## WHAT TO WORK ON
In the material below, the lines containing the word "compass" are required; copy each of them.

## DATASET RECORDS
============================================================

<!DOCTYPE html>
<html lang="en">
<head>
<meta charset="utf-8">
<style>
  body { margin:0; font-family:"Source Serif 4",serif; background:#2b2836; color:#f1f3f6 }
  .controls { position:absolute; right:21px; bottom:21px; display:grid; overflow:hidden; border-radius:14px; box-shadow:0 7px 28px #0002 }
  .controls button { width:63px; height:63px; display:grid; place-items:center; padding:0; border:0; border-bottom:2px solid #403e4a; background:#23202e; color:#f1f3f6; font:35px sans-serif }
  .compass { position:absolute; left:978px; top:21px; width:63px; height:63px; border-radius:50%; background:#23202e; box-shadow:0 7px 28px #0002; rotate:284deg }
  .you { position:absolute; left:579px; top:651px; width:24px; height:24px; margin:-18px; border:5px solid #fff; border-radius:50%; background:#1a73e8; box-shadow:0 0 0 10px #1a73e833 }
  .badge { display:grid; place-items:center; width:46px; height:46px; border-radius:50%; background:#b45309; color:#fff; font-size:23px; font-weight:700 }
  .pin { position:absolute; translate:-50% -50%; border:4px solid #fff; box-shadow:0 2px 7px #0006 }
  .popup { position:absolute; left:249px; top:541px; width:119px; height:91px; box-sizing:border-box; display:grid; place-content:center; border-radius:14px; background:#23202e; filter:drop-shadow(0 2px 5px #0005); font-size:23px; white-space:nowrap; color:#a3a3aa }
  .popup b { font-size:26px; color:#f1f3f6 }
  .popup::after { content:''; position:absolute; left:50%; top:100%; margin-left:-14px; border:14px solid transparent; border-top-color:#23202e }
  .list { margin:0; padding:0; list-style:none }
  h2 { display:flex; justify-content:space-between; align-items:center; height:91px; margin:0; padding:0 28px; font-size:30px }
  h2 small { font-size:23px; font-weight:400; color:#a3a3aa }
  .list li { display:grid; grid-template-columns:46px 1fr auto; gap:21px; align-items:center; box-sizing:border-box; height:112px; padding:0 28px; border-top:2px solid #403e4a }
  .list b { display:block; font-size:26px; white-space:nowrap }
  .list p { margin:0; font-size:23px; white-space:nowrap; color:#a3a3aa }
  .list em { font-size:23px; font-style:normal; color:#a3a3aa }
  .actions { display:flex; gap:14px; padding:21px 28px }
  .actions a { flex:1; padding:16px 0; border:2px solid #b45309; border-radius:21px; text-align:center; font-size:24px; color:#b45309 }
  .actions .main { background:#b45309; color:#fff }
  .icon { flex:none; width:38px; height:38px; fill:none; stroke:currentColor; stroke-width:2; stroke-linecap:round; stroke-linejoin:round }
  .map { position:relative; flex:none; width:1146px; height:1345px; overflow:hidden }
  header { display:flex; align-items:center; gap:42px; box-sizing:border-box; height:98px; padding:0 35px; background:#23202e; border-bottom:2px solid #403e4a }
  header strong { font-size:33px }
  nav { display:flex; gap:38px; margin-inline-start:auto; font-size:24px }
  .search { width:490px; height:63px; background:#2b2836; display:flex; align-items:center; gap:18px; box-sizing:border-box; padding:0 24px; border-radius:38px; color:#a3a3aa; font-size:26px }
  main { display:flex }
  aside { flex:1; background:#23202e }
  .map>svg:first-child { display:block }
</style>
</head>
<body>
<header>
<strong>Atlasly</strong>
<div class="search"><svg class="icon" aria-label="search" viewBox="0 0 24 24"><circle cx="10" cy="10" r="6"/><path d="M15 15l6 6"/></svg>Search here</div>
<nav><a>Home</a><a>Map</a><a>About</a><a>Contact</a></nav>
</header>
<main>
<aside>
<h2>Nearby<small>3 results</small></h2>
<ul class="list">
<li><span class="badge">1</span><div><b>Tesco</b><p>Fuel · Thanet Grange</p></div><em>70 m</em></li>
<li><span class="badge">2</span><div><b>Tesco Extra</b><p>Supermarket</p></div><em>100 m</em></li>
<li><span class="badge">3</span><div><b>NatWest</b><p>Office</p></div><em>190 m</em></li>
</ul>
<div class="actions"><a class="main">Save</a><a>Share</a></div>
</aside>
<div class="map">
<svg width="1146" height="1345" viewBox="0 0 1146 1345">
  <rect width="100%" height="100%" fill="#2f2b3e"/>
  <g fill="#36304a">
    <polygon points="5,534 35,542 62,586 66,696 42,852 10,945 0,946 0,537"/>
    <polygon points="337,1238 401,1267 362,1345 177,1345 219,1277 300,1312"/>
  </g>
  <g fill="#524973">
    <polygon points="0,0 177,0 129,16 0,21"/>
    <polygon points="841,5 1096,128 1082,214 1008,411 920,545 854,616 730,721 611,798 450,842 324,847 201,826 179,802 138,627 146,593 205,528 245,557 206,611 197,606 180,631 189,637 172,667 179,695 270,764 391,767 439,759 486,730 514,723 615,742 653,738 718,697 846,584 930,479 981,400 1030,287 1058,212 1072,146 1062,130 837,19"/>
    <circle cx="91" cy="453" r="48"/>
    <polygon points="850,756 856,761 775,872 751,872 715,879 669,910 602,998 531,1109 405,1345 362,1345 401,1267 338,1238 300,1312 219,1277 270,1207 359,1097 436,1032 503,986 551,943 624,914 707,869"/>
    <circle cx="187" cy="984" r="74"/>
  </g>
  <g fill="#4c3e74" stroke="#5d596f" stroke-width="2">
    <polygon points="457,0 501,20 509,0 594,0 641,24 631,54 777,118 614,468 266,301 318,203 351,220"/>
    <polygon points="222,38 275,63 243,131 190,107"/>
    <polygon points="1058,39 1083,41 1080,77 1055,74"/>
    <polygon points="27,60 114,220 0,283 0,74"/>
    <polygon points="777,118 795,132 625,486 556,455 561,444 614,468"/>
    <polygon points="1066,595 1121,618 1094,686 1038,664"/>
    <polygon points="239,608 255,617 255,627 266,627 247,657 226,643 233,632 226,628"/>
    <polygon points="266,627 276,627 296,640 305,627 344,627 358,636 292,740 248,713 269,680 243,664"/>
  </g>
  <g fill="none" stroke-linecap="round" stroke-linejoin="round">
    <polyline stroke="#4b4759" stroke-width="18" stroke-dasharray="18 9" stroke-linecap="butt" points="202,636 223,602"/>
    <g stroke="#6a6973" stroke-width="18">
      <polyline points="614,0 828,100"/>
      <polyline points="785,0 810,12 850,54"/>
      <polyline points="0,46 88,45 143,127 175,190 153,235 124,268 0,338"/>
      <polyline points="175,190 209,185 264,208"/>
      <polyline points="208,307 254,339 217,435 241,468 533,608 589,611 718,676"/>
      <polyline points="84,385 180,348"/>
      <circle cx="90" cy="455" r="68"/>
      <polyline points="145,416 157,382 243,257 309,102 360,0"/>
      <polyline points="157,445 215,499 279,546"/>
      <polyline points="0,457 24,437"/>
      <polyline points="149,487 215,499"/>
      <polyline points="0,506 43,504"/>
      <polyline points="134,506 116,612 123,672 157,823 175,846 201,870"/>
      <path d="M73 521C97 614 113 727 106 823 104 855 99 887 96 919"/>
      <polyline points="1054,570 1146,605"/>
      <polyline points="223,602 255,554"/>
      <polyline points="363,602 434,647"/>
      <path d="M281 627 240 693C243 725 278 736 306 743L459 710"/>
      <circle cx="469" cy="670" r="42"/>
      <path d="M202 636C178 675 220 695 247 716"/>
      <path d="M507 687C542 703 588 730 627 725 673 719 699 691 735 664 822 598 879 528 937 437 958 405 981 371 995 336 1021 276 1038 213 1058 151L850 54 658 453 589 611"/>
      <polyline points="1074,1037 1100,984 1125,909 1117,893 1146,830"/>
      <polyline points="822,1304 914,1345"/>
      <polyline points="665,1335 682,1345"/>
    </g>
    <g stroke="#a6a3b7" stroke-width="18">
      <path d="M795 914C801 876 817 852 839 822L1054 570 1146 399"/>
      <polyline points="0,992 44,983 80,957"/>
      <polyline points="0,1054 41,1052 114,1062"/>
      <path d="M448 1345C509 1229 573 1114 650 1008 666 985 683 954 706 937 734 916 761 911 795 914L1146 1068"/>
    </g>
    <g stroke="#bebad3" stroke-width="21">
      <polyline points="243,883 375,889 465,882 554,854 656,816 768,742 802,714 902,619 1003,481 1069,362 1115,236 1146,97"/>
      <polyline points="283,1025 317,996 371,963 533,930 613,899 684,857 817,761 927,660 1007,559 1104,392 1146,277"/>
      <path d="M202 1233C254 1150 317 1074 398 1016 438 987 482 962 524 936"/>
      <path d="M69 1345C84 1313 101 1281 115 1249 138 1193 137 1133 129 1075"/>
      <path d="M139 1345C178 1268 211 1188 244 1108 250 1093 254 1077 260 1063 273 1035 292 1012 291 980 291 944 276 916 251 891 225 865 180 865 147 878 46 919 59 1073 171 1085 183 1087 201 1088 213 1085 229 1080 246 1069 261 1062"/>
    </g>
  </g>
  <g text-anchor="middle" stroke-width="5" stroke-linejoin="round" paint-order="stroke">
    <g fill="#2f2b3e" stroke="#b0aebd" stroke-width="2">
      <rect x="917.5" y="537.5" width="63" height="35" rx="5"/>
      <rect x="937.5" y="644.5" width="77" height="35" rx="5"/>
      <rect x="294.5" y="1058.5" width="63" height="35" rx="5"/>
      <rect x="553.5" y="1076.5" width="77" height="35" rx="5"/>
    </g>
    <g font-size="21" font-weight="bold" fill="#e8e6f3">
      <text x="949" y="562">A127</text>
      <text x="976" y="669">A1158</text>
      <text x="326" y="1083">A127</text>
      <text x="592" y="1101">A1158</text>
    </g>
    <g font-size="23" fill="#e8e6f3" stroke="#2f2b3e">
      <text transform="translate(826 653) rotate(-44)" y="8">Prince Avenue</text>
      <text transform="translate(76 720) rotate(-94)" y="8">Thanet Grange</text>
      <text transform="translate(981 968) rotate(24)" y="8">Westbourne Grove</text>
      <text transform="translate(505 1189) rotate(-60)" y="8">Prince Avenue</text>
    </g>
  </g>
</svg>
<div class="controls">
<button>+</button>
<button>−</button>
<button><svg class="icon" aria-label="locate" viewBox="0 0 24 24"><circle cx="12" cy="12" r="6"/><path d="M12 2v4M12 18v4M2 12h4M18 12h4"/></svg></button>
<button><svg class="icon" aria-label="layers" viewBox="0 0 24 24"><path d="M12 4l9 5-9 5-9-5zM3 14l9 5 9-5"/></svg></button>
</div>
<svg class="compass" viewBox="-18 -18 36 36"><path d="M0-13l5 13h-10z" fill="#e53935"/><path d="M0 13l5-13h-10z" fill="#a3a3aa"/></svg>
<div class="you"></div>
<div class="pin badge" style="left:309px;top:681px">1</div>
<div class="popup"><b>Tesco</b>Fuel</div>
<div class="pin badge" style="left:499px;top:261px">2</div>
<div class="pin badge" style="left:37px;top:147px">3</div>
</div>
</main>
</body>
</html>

============================================================

## ANSWER FOR THE TASK
  .compass { position:absolute; left:978px; top:21px; width:63px; height:63px; border-radius:50%; background:#23202e; box-shadow:0 7px 28px #0002; rotate:284deg }
<svg class="compass" viewBox="-18 -18 36 36"><path d="M0-13l5 13h-10z" fill="#e53935"/><path d="M0 13l5-13h-10z" fill="#a3a3aa"/></svg>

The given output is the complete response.